WHAT YOU HAVE TO DO: Work out how many lines in these entries include the string "Dâmbului", and give only that figure.

SUPPLIED MATERIAL:
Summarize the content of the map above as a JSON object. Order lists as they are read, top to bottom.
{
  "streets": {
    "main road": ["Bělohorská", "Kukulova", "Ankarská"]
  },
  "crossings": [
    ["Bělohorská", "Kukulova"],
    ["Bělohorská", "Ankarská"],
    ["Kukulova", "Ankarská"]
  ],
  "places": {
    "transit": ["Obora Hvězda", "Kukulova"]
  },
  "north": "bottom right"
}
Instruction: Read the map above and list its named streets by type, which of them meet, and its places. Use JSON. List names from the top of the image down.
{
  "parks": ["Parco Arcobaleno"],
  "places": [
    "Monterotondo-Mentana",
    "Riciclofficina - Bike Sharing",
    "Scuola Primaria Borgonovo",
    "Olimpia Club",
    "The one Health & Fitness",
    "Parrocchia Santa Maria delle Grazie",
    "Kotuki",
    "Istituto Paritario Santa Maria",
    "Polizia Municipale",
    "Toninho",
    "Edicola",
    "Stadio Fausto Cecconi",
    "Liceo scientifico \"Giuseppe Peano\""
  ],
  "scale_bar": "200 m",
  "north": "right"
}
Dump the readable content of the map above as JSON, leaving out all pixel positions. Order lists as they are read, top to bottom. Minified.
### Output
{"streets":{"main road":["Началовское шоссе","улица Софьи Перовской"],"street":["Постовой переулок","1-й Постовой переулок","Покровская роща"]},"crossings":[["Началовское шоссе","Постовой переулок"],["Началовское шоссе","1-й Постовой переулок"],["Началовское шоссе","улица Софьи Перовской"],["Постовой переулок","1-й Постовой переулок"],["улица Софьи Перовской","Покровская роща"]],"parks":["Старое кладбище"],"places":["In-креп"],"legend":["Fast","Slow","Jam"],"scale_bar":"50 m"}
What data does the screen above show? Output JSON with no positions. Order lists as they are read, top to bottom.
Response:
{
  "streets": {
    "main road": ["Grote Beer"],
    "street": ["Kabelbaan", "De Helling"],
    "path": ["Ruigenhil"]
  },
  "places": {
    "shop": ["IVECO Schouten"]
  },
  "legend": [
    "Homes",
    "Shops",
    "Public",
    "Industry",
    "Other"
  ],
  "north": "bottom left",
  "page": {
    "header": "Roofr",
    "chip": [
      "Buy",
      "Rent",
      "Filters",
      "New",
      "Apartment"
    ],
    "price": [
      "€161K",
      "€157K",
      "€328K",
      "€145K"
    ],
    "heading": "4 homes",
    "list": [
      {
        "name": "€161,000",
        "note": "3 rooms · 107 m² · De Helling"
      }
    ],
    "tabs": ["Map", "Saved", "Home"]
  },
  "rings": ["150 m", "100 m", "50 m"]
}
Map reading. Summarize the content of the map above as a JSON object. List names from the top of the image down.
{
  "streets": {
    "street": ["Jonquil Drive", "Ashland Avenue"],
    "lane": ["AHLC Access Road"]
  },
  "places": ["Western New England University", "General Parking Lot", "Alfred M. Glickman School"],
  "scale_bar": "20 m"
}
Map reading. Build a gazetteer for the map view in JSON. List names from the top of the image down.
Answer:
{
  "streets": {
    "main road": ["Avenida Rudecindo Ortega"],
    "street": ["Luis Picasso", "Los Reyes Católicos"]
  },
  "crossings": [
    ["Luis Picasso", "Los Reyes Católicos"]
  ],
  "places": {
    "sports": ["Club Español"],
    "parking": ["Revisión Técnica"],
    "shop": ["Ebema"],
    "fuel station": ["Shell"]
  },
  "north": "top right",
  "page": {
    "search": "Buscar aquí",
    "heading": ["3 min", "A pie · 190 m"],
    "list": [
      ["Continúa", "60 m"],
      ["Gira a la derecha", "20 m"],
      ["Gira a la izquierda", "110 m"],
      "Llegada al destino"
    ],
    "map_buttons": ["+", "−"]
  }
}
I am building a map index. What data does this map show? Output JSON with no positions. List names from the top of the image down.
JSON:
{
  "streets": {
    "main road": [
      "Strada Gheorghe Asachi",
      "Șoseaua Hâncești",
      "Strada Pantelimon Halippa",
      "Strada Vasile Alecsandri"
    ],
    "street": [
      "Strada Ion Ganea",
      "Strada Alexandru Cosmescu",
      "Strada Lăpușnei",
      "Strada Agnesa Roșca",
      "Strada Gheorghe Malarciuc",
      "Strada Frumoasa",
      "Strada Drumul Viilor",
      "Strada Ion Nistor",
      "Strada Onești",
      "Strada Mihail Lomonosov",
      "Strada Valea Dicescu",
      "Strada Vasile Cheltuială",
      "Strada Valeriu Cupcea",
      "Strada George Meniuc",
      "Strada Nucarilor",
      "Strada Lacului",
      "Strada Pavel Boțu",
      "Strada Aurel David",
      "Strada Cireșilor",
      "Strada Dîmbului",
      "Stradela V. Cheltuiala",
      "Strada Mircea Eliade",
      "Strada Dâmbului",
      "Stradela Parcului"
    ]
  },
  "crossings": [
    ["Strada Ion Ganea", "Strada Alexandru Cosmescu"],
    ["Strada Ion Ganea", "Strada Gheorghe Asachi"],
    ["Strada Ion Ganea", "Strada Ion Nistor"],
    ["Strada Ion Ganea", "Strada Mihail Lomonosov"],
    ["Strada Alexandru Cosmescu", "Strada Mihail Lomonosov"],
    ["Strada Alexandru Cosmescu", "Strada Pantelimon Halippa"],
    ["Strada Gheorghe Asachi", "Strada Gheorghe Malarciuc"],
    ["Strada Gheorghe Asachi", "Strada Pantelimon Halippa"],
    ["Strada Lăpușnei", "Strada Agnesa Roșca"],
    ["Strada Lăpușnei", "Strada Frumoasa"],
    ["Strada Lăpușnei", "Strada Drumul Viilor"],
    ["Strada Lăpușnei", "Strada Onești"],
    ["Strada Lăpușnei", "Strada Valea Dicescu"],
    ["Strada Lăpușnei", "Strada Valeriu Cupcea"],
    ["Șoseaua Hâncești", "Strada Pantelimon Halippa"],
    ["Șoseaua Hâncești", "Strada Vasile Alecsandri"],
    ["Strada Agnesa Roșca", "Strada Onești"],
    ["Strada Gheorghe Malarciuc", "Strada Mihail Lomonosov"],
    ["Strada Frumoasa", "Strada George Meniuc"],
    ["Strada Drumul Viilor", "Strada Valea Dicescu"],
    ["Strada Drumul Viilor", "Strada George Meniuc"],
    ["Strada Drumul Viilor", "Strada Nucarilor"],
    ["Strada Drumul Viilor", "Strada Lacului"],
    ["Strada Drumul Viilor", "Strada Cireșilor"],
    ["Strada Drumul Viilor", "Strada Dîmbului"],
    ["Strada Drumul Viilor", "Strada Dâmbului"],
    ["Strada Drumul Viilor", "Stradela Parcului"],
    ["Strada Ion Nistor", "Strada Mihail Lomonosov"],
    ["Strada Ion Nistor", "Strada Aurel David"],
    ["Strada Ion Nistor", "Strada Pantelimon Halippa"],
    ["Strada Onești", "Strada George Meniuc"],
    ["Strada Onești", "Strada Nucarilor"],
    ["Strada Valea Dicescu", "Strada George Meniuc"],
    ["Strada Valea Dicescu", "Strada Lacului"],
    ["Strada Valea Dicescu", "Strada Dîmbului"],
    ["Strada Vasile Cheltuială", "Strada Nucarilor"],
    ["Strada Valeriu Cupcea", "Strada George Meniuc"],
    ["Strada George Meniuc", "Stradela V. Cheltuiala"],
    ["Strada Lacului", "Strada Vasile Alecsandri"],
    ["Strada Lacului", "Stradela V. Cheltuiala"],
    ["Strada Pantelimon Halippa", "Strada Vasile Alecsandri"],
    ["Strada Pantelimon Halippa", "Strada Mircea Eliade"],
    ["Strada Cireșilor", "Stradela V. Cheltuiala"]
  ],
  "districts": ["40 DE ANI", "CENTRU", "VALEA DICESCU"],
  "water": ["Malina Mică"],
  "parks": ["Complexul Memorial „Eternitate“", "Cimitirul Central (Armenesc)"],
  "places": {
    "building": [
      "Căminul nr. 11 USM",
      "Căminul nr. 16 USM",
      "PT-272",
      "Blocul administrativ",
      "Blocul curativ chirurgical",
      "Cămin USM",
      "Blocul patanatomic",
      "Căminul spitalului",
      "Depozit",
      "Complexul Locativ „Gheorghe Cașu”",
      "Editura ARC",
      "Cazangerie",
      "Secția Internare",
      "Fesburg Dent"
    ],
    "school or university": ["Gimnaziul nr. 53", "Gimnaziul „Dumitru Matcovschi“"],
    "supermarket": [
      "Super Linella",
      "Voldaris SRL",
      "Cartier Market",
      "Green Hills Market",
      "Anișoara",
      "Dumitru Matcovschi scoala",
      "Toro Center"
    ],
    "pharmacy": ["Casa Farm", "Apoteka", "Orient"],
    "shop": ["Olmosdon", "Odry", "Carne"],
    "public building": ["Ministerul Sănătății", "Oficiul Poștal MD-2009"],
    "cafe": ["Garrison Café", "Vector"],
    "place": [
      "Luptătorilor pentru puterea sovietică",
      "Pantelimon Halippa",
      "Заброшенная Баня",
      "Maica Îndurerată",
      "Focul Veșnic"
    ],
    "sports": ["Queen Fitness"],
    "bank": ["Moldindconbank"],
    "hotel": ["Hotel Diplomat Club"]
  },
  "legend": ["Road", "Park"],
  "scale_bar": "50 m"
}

REPLY: 2